Some battery officials and electronics industry representatives, however, have asserted such a reduced charge can result in battery damage and other negative consequences. Some bulk shipments can include many thousands of lithium batteries.
According to a March report prepared by the battery association, more than 5 billion individual lithium ion cells are projected to be produced globally in 2016, nearly doubling from 2008 totals. Multiple cells often are assembled to create a single battery. More-flammable lithium metal batteries, as well as larger and more powerful types of batteries designed for electric cars, sometimes also are shipped on planes.
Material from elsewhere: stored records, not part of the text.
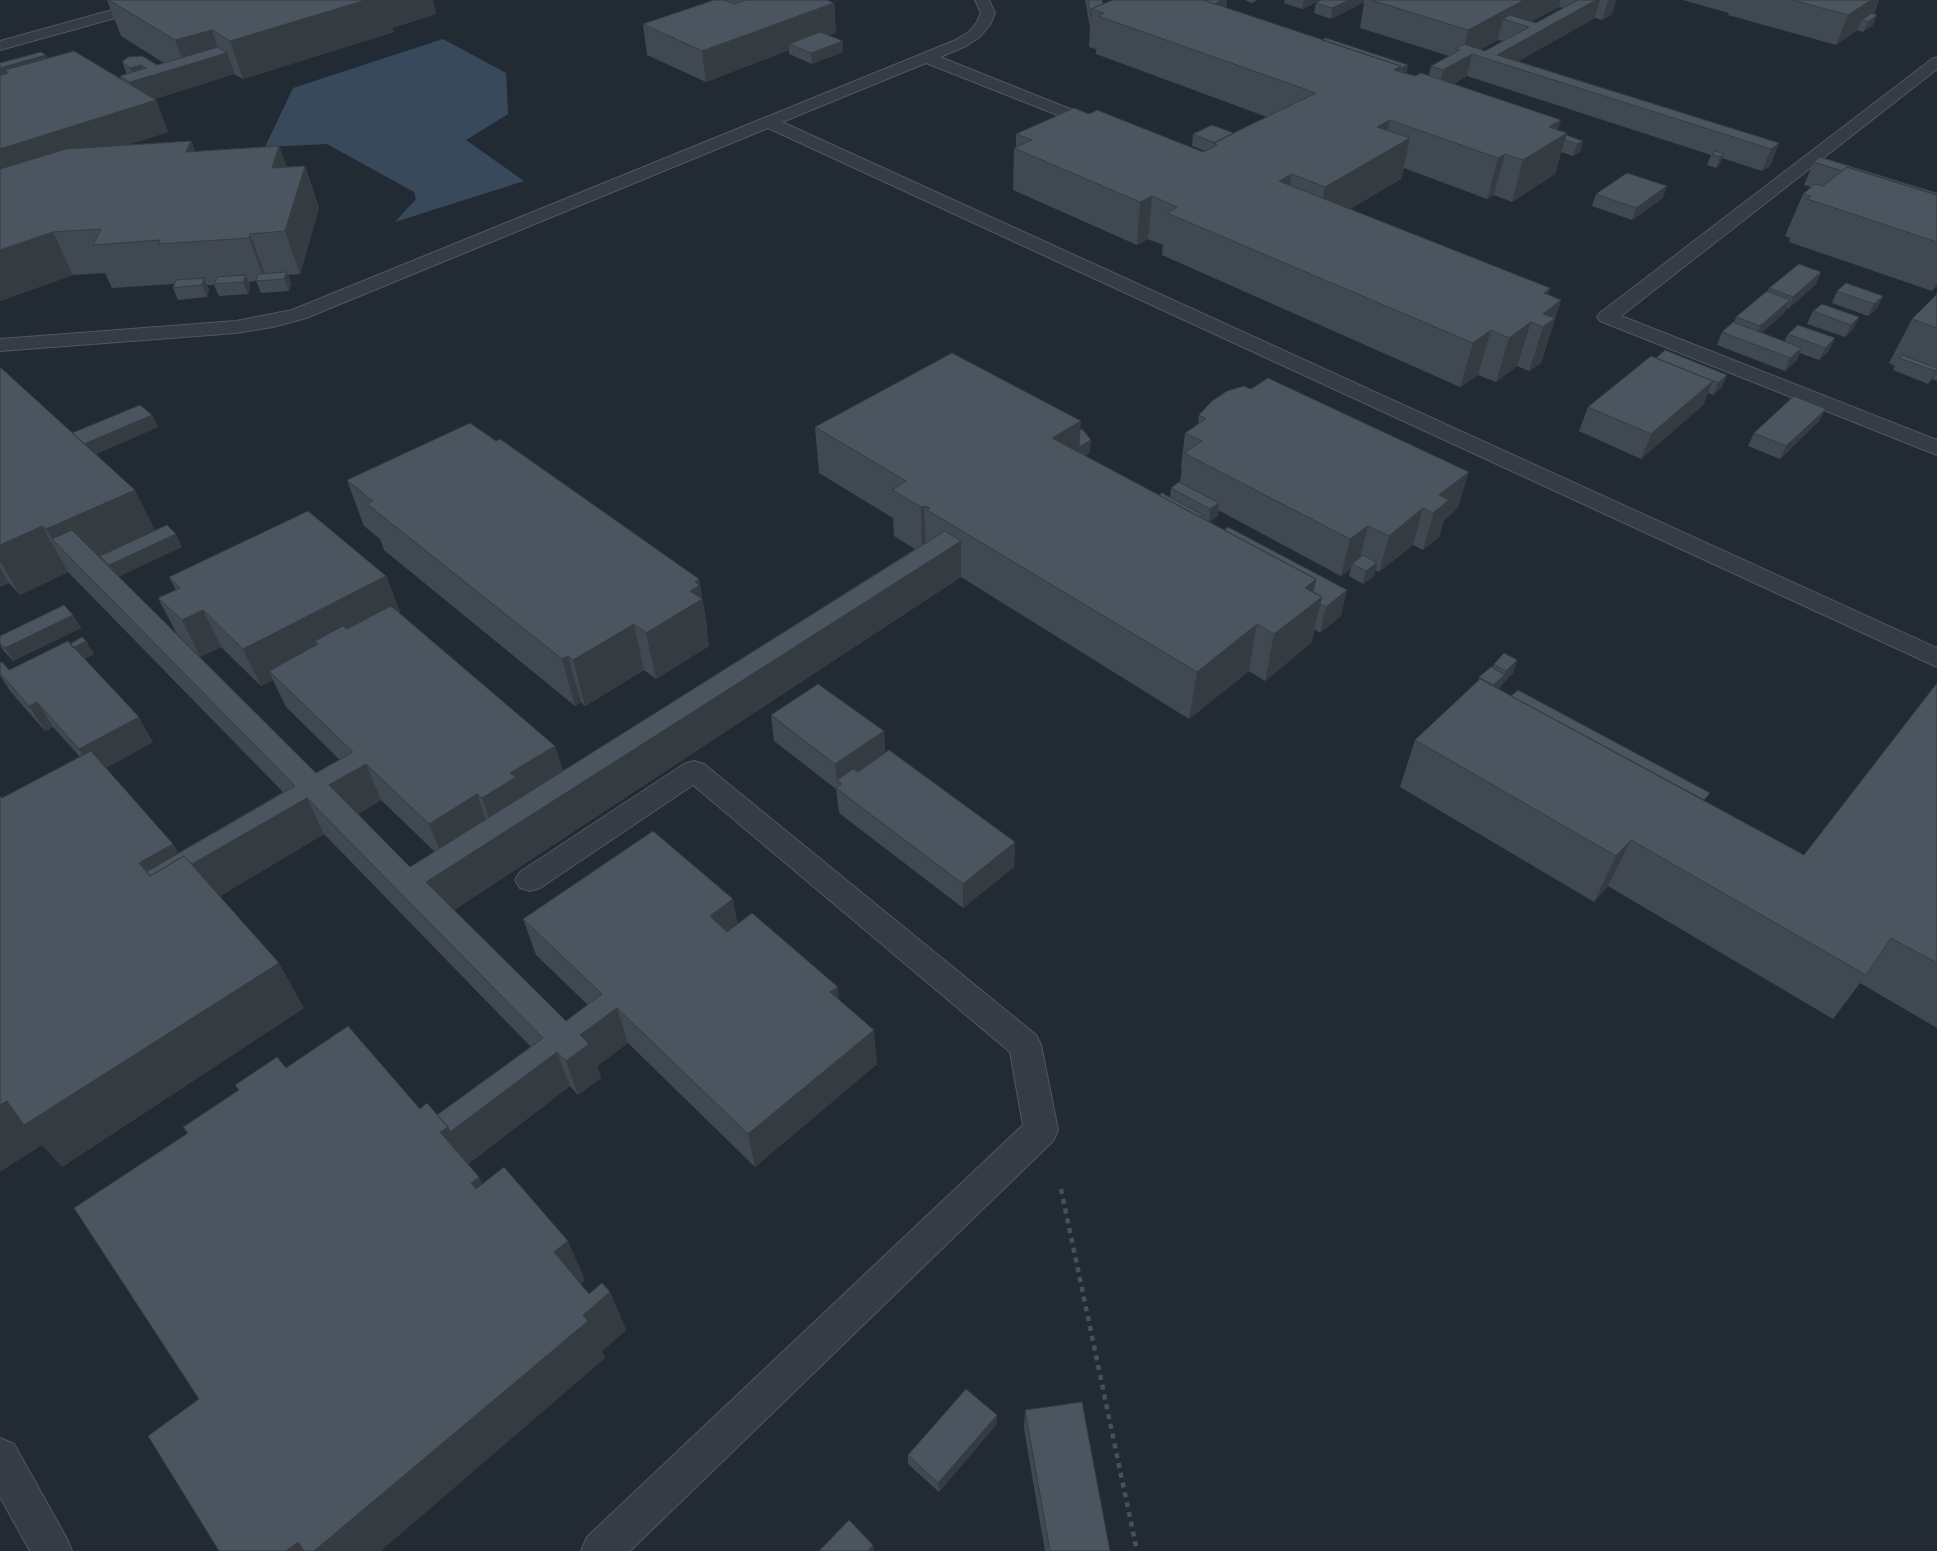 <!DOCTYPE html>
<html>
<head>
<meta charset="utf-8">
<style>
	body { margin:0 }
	canvas { display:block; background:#222a34 }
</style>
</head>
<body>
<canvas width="1937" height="1551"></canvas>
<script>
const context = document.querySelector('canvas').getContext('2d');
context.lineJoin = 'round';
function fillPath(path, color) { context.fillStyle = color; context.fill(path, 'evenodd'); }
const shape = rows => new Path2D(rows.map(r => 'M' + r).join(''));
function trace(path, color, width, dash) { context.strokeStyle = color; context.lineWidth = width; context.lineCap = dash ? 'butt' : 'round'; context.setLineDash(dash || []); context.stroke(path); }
fillPath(shape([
	[443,39,506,73,508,114,466,140,524,181,395,222,416,199,414,192,327,144,265,147,293,88]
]), '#39495c');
const lane = shape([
	[148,0,171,0,169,3,0,50,0,41,148,0],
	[975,0,989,0,995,13,991,23,980,37,966,46,940,57,1105,123,1107,126,1105,129,1093,129,926,63,782,122,1937,648,1937,667,768,128,306,318,273,327,236,333,0,351,0,339,236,321,292,310,956,40,970,31,977,22,981,13,975,0],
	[1937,57,1937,69,1621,316,1937,440,1937,455,1600,321,1597,317,1600,313,1932,59,1937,57],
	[694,761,704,764,1036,1035,1041,1045,1058,1130,1053,1141,630,1551,581,1551,587,1537,1023,1125,1010,1052,693,785,540,888,530,891,520,888,515,880,520,872,684,764,694,761],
	[0,1438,14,1444,66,1537,72,1551,30,1551,0,1497,0,1438]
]);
trace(lane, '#50575f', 2);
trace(shape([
	[1061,1189,1137,1551]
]), '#445355', 4.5, [5, 5]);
fillPath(lane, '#353c45');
fillPath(shape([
	[107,0,433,0,436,14,392,28,394,32,243,79,234,74,154,99,156,100,168,132,127,145,191,141,195,151,279,146,287,167,305,166,319,208,300,274,288,275,291,284,289,291,261,293,256,281,249,282,250,287,248,294,219,296,214,285,207,285,209,290,207,297,178,300,173,288,174,284,112,288,105,273,73,275,0,301,0,63,46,55,47,58,122,80,120,76,127,74,122,62,157,65,164,63,121,36],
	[712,0,827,0,834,3,836,33,828,35,843,52,812,64,789,54,789,50,706,82,647,55,643,24,712,1],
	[1085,0,1102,0,1103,4,1113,0,1227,0,1226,8,1322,40,1408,65,1406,73,1415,76,1429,75,1431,66,1449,56,1360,28,1364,2,1331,19,1314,13,1316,3,1321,0,1616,0,1612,14,1602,20,1595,18,1518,61,1779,143,1770,166,1762,171,1722,158,1719,165,1716,168,1707,165,1711,155,1467,76,1453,84,1558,130,1567,133,1566,135,1583,141,1580,152,1573,156,1561,152,1555,174,1512,202,1494,195,1487,199,1404,168,1401,179,1350,209,1561,300,1541,363,1529,371,1517,366,1496,382,1478,375,1460,387,1162,255,1163,245,1148,239,1137,245,1013,190,1014,148,1016,148,1016,134,1089,114,1203,152,1205,151,1192,146,1193,134,1234,133,1267,117,1096,54,1096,49,1089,47,1090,28],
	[1559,7,1563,8,1536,23,1532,21],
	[1498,40,1503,41,1485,51,1481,49],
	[1245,0,1257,0,1252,3],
	[1285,0,1321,0,1302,9,1284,3],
	[1683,0,1879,0,1874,14,1873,25,1863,32,1857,30,1836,45,1728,15,1729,13],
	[1814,162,1937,193,1937,286,1932,291,1789,242,1790,238,1785,236,1803,194,1811,187,1804,185],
	[1596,194,1663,198,1632,220,1592,206],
	[1821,272,1816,284,1788,309,1786,308,1785,312,1761,333,1784,342,1788,334,1798,325,1829,351,1819,360,1800,353,1796,361,1785,371,1717,345,1722,332,1734,323,1736,317,1768,291,1769,288],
	[1837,291,1883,296,1877,308,1868,316,1832,303],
	[1937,294,1937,381,1932,379,1928,384,1893,370,1895,366,1889,363,1912,319],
	[1813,311,1859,317,1853,329,1845,337,1807,324],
	[1656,358,1727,375,1721,388,1713,395,1708,393,1703,405,1641,459,1579,431,1588,407],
	[0,367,72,433,152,415,158,427,96,454,155,530,182,547,118,576,316,773,340,760,286,707,273,680,261,686,221,647,200,657,177,634,158,598,176,590,169,577,386,576,400,612,399,613,555,746,563,771,915,549,894,536,893,518,819,473,815,427,1080,429,1090,452,1085,456,1159,495,1170,497,1171,488,1180,482,1182,469,1181,468,1185,433,1198,424,1199,415,1458,508,1444,520,1439,537,1423,550,1413,545,1379,572,1375,570,1374,576,1363,584,1349,576,1351,568,1341,576,1218,510,1218,516,1209,522,1341,616,1320,633,1315,629,1311,643,1265,681,1249,671,1189,719,961,577,454,910,566,1021,588,1005,536,955,523,919,738,923,839,1000,877,1064,755,1167,628,1043,597,1066,601,1078,578,1095,570,1086,468,1164,482,1184,585,1280,581,1284,589,1294,610,1292,626,1330,602,1351,605,1358,199,1399,286,1068,437,1115,531,1047,324,834,220,896,304,1008,62,1167,2,798,80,757,53,727,45,731,10,691,0,675,0,663,9,670,70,644,86,641,94,654,84,659,153,742,106,768,173,844,178,853,283,792,68,572,20,595,9,583,0,587],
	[381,800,435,852,410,867,358,814],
	[1819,421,1780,459,1748,446,1754,433],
	[347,480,699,579,707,626,707,632,709,646,656,679,644,670,585,706,581,702,575,706,384,550,380,539,364,526],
	[73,615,81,628,13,661,4,651,0,645,0,636],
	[1517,660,1513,673,1502,684,1500,688,1498,689,1804,855,1937,683,1937,1028,1860,983,1833,1019,1608,886,1594,902,1400,787,1415,740,1478,682,1479,677,1492,668,1494,664],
	[771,715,884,731,885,753,1015,842,1014,867,963,908,839,813,836,789,774,741],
	[1025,1410,1110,1551,1045,1551,1024,1429],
	[997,1415,996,1425,939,1492,908,1464,908,1455]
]), '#404952');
fillPath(shape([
	[366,0,433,0,436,14,392,28,394,32,243,79,230,41],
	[1223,0,1227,0,1226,8,1211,5],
	[1304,0,1321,0,1302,9],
	[1349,0,1365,0,1364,2,1331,19,1332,8],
	[1524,0,1560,0,1559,7,1525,25,1503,19,1498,40,1461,60,1468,30],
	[1596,0,1600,0,1595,18,1510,66,1497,55],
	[1608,0,1616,0,1612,14,1602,20],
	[1871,0,1879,0,1871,19,1877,15,1873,25,1863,32,1868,22,1862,20,1857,30,1836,45,1848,15],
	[834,3,836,33,797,47,789,44,789,50,706,82,702,51],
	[212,30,220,55,227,53,235,74,139,104,130,82,135,81,130,68,141,65,146,77,185,66,175,40],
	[843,41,843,52,812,64,811,53],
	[1472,54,1467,76,1439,91,1443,70],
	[46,55,51,66,8,73,5,70,9,78,3,80,0,74,0,68],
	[1408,65,1405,76,1399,79,1401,68],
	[1401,66,1394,100,1394,70],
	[156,100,168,132,24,179,0,170,0,149],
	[1390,120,1383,154,1410,138,1401,179,1317,229,1325,187,1377,127],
	[1561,120,1555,140,1567,133,1555,174,1512,202,1523,160,1549,127],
	[191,141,207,182,186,152],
	[1583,141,1580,152,1573,156,1577,144],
	[1779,143,1770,166,1762,171,1771,149],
	[279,146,294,187,272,168],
	[1505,154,1494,195,1487,199,1498,158],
	[1724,154,1719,165,1716,168,1720,157],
	[305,166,319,208,300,274,285,231],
	[1292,174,1285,216,1279,181],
	[1667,186,1663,198,1632,220,1636,208],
	[1152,196,1148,239,1137,245,1140,202],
	[53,232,73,275,0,301,0,250],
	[250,234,266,277,265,281,249,238],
	[287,272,291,284,289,291,284,279],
	[1821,272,1816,284,1788,309,1793,297],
	[246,275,250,287,248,294,243,282],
	[204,278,209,290,207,297,202,285],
	[1937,282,1937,286,1932,291],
	[1550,288,1539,325,1544,293],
	[1883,296,1877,308,1868,316,1874,304],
	[1561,300,1541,363,1529,371,1543,327,1543,314],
	[1790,300,1785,312,1755,339,1760,326],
	[1859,317,1853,329,1845,337,1851,325],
	[1531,322,1517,366,1496,382,1509,338],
	[1491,330,1478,375,1460,387,1473,343],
	[1835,338,1829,351,1819,360,1825,348],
	[1802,348,1796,361,1785,371,1790,358],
	[1937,369,1931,381,1928,384,1935,371],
	[1727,375,1721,388,1713,395,1718,383],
	[1713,381,1703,405,1641,459,1651,434],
	[1826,409,1819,421,1780,459,1786,446],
	[152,415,158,427,78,462,71,449],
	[1081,421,1079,447,1091,440,1090,452,1078,460,1052,438],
	[1469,472,1458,508,1444,520,1439,537,1423,550,1439,495],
	[135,490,158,536,100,556,103,561,52,539,46,529],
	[1219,503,1218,516,1209,522,1210,509],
	[924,506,926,552,922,553,921,507],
	[1423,508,1413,545,1379,572,1389,536],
	[42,526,68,572,20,595,0,561,0,545],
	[1368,526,1359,562,1352,564,1351,568,1341,576,1350,539],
	[176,534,182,547,116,578,109,565],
	[961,541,961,577,441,918,426,882],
	[1377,563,1374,576,1363,584,1366,571],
	[0,568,9,583,0,587],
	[386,576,400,612,322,654,318,644,315,641,321,654,269,671,273,680,261,686,243,649],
	[699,579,707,626,707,632,709,646,656,679,646,633,690,591,695,582],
	[1316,579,1322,597,1311,643,1265,681,1274,634,1305,588],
	[1347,590,1341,616,1320,633,1326,607],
	[203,610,221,647,200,657,182,620],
	[73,615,81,628,13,661,5,648],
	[634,624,644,670,585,706,573,660],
	[1257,624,1249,671,1189,719,1197,672],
	[86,641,94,654,72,665,64,652],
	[568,656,581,702,575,706,562,659],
	[1517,660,1513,673,1502,684,1500,688,1489,698,1493,685,1505,675,1506,671],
	[37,702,53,727,45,731,29,706],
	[139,717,153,742,95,774,79,749],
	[884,731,885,757,842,784,837,780,835,764],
	[555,746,566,782,495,835,482,798,510,773],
	[366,764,381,800,346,822,329,785],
	[477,794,490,831,444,860,429,824],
	[307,798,324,834,178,921,139,863,173,844,187,867],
	[1631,840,1608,886,1594,902,1616,856],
	[1015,842,1014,867,963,908,963,884],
	[733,899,740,935,717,952,710,916],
	[279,963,304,1008,62,1167,42,1145,0,1172,0,1105,7,1101],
	[838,987,841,1022,830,992],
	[617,1008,628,1043,597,1066,601,1078,578,1095,566,1061,580,1035],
	[874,1030,877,1064,755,1167,748,1134],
	[557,1052,570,1086,466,1165,440,1132],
	[479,1177,499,1218,471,1183],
	[568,1241,585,1280,572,1291,554,1252],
	[610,1292,626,1330,602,1351,605,1358,381,1551,314,1551],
	[997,1415,996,1425,939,1492,938,1483],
	[298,1542,308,1551,286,1551],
	[873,1545,874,1551,868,1551]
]), '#343c42');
const building = shape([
	[109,0,366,0,230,41,212,30,175,40,109,0],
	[714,0,724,0,734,4,746,0,827,0,834,3,702,51,643,24,714,0],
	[1088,0,1102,0,1103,4,1091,9,1091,17,1088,0],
	[1113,0,1203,0,1401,66,1394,70,1415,76,1421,73,1561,120,1549,127,1567,133,1523,160,1505,154,1498,158,1390,120,1377,127,1410,138,1325,187,1292,174,1279,181,1550,288,1544,293,1561,300,1543,314,1555,318,1543,327,1531,322,1509,338,1491,330,1473,343,1167,213,1177,207,1152,196,1140,202,1014,148,1032,140,1016,134,1074,108,1089,114,1097,110,1203,152,1217,145,1213,143,1316,93,1098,16,1104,13,1091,9,1113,0],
	[1203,0,1222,0,1214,4,1203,0],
	[1321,0,1349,0,1332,8,1316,3,1321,0],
	[1371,0,1524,0,1468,30,1371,0],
	[1578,0,1596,0,1497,55,1779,143,1771,149,1472,54,1443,70,1431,66,1460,50,1455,49,1464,44,1485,51,1529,27,1503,19,1510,15,1536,23,1578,0],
	[1792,0,1871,0,1848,15,1792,0],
	[1872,13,1877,15,1868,22,1862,20,1872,13],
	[820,32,843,41,811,53,789,44,820,32],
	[1326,38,1408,65,1401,68,1400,68,1401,66,1322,40,1326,38],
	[218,47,227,53,130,82,120,76,146,68,141,65,130,68,122,62,128,57,142,56,157,65,218,47],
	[74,51,156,100,0,149,0,76,8,73,5,70,74,51],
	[41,52,46,55,0,68,0,63,41,52],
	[1212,125,1234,133,1215,143,1193,134,1212,125],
	[1566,135,1583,141,1577,144,1565,140,1566,135],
	[191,141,186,152,279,146,272,168,305,166,285,231,250,234,249,238,159,244,160,240,93,245,101,229,53,232,0,250,0,169,66,149,191,141],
	[1715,151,1724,154,1720,157,1712,154,1715,151],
	[1820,157,1937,193,1937,195,1847,167,1842,171,1814,162,1820,157],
	[1847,167,1937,195,1937,242,1807,199,1811,196,1803,194,1815,184,1823,186,1847,167],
	[1627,173,1667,186,1636,208,1596,194,1627,173],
	[1799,264,1821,272,1793,297,1769,288,1799,264],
	[287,272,284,279,256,281,258,274,287,272],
	[246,275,243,282,214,284,217,277,246,275],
	[204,278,202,285,173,288,176,280,204,278],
	[1846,283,1883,296,1874,304,1837,291,1846,283],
	[1767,291,1790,300,1760,326,1736,317,1767,291],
	[1937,294,1937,328,1912,319,1937,294],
	[1822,304,1859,317,1851,325,1813,311,1822,304],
	[1733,322,1802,348,1790,358,1722,332,1733,322],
	[1798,325,1835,338,1825,348,1788,334,1798,325],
	[1665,350,1727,375,1718,383,1656,358,1665,350],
	[952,353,1081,421,1052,438,1316,579,1305,588,1322,597,1274,634,1257,624,1197,672,927,510,930,508,924,506,921,507,892,490,906,481,815,427,952,353],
	[1902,355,1937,368,1937,369,1935,371,1899,358,1902,355],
	[1651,356,1713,381,1651,434,1588,407,1651,356],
	[0,367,135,490,46,529,42,526,0,545,0,367],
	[1268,378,1469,472,1439,495,1449,500,1433,513,1423,508,1389,536,1368,526,1350,539,1184,453,1202,441,1185,433,1206,419,1199,415,1212,401,1227,391,1244,386,1251,389,1268,378],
	[1794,396,1826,409,1786,446,1754,433,1794,396],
	[140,405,152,415,84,444,72,433,140,405],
	[470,423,496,441,500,439,699,579,695,582,700,585,690,591,702,599,646,633,634,624,573,660,568,656,562,659,367,504,373,501,347,480,470,423],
	[1080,429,1083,430,1091,440,1079,447,1080,429],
	[1179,482,1219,503,1210,509,1171,488,1179,482],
	[1162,493,1203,515,1200,517,1159,495,1162,493],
	[308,511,386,576,243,649,203,610,182,620,158,598,180,588,169,577,308,511],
	[167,525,176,534,109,565,100,556,167,525],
	[1228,527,1347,590,1326,607,1320,604,1322,597,1313,592,1316,579,1224,530,1228,527],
	[72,530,316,773,353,752,269,671,318,644,315,641,343,626,347,629,391,606,555,746,510,773,516,777,482,798,477,794,429,824,366,764,329,785,410,867,945,531,961,541,426,882,566,1021,602,994,523,919,653,831,733,899,710,916,727,932,752,913,838,987,830,992,874,1030,748,1134,617,1008,580,1035,589,1044,566,1061,557,1052,450,1132,448,1127,437,1115,543,1038,307,798,192,864,184,856,150,876,146,872,295,786,52,539,72,530],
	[1363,555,1377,563,1366,571,1352,564,1363,555],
	[64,605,73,615,5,648,0,643,0,636,64,605],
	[82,637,86,641,73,648,70,644,82,637],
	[68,641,139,717,79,749,37,702,29,706,0,673,0,663,2,662,9,670,68,641],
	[1504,653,1517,660,1506,671,1494,664,1504,653],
	[1491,667,1505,675,1493,685,1479,677,1491,667],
	[1480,679,1804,855,1937,683,1937,963,1891,938,1866,975,1631,840,1616,856,1415,740,1480,679],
	[818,684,884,731,835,764,771,715,818,684],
	[1518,690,1710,793,1704,800,1511,696,1518,690],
	[889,750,1015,842,963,884,836,788,842,784,837,780,853,769,858,772,889,750],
	[91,751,173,844,139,863,150,876,184,856,279,963,24,1125,7,1101,0,1105,0,796,2,798,91,751],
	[348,1026,420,1109,427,1103,448,1127,440,1132,479,1177,471,1183,476,1189,504,1167,568,1241,554,1252,589,1294,602,1283,610,1292,583,1315,588,1321,314,1551,304,1551,298,1542,286,1551,219,1551,148,1436,199,1399,74,1208,188,1133,183,1127,239,1090,235,1085,277,1057,286,1068,348,1026],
	[966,1389,997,1415,938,1483,908,1455,966,1389],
	[1082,1402,1110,1551,1050,1551,1025,1410,1082,1402],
	[849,1520,873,1545,868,1551,819,1551,849,1520]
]);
fillPath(building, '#4b555f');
trace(building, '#343c42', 1);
</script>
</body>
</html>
Given such growth, FAA officials and other hazardous materials experts at the Transportation Department have scheduled a public meeting in Washington later this month to consider the U.S. position on further safety enhancements. According to the formal notice for the session, lithium batteries are “capable of self-ignition” due to a “short circuit, overcharge, exposure to extreme temperatures, mishandling, or a defect.”
In October 2014, an ICAO advisory group recommended sweeping changes in fire-retardant packaging and other safeguards, but put off specific standards. At the end of the July meeting, the same experts agreed on general guidelines for longer-term packaging changes but still left many details open for additional discussions.
There wasn’t any consensus on short-term safety enhancements, prompting leaders of pilot unions to decide to push for a binding global ban on shipping any lithium batteries as cargo on passenger aircraft.
Meanwhile, Boeing and European plane maker Airbus Group SE have said current jetliner designs weren’t intended to withstand the extensive fires and explosive gases lithium batteries can produce. Even before those warnings, a number of airlines around the globe voluntarily banned bulk shipments of such batteries on passenger aircraft, and some also extended the ban to freighters.
In July, the union representing most British airline pilots urged airlines and passengers to take extra precautions to ensure that lithium ion batteries, as well as the personal devices they power, are carried only in aircraft cabins “where a buildup of gases or fire can be tracked more easily” than in cargo holds.
A position paper submitted to ICAO by the International Federation of Air Line Pilots’ Associations in July argued that “any new performance packaging standards must be applied to both passenger and all-cargo operations.” Pilot representatives also said in the document that internal power levels for rechargeable batteries shipped by air should be set at “a level significantly below that” shown to be safe in tests.